The waiting for data will end this week, at least for a while; the waiting for a policy decision might not arrive before Godot. Meanwhile, it is all about Spain, Europe's fifth largest economy. Greece is gone, Ireland is gone and Portugal is going—all will have to restructure one way or another. If Spain, larger than all three combined, can survive the tender attentions of the bond market, policymakers will have time for their usual leisurely decision-making pace.
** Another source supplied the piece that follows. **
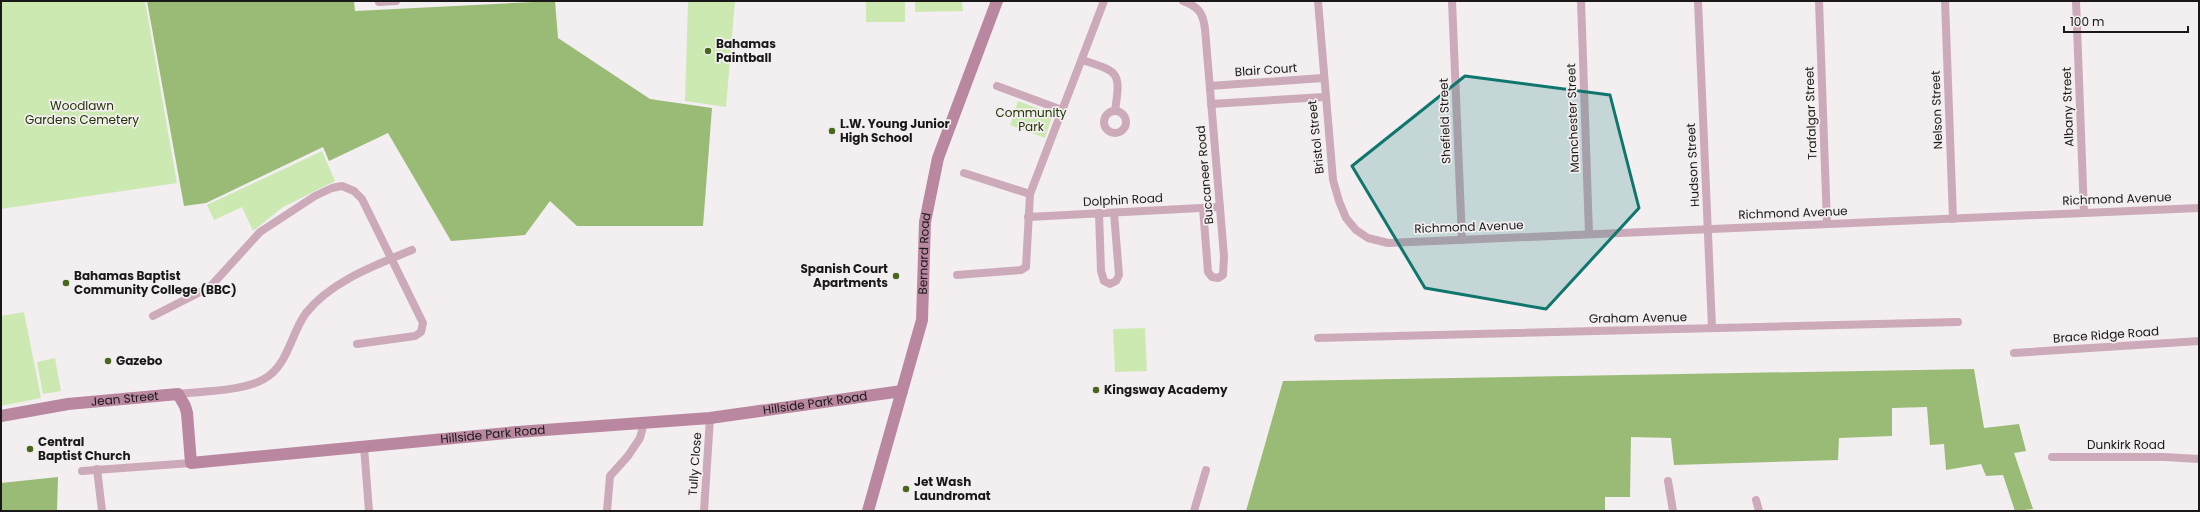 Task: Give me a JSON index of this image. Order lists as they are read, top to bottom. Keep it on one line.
{"streets":{"street":["Blair Court","Albany Street","Nelson Street","Trafalgar Street","Manchester Street","Shefield Street","Bristol Street","Hudson Street","Buccaneer Road","Richmond Avenue","Dolphin Road","Bernard Road","Graham Avenue","Brace Ridge Road","Jean Street","Hillside Park Road","Dunkirk Road","Tully Close"]},"crossings":[["Blair Court","Bristol Street"],["Blair Court","Buccaneer Road"],["Albany Street","Richmond Avenue"],["Nelson Street","Richmond Avenue"],["Trafalgar Street","Richmond Avenue"],["Manchester Street","Richmond Avenue"],["Shefield Street","Richmond Avenue"],["Bristol Street","Richmond Avenue"],["Hudson Street","Richmond Avenue"],["Hudson Street","Graham Avenue"],["Buccaneer Road","Dolphin Road"],["Bernard Road","Hillside Park Road"],["Hillside Park Road","Tully Close"]],"parks":["Woodlawn Gardens Cemetery","Community Park"],"places":["Bahamas Paintball","L.W. Young Junior High School","Spanish Court Apartments","Bahamas Baptist Community College (BBC)","Gazebo","Kingsway Academy","Central Baptist Church","Jet Wash Laundromat"],"scale_bar":"100 m"}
There are some reasons to believe that Spain will escape the fate in store for its smaller colleagues-in-debt. Goldman Sachs Global Economics, in a new report fetchingly titled, "Spain: Sustainable!", reckons that Spanish public debt "is unlikely to exceed 90% of GDP at the peak: hardly a case of insolvency." There is, concede the Goldman Sachs economists, the possibility of a liquidity crisis that might force Spain to seek "external assistance," aka a bailout, but that can be handled by euro-zone policymakers, who should by now have some competence in this sort of situation.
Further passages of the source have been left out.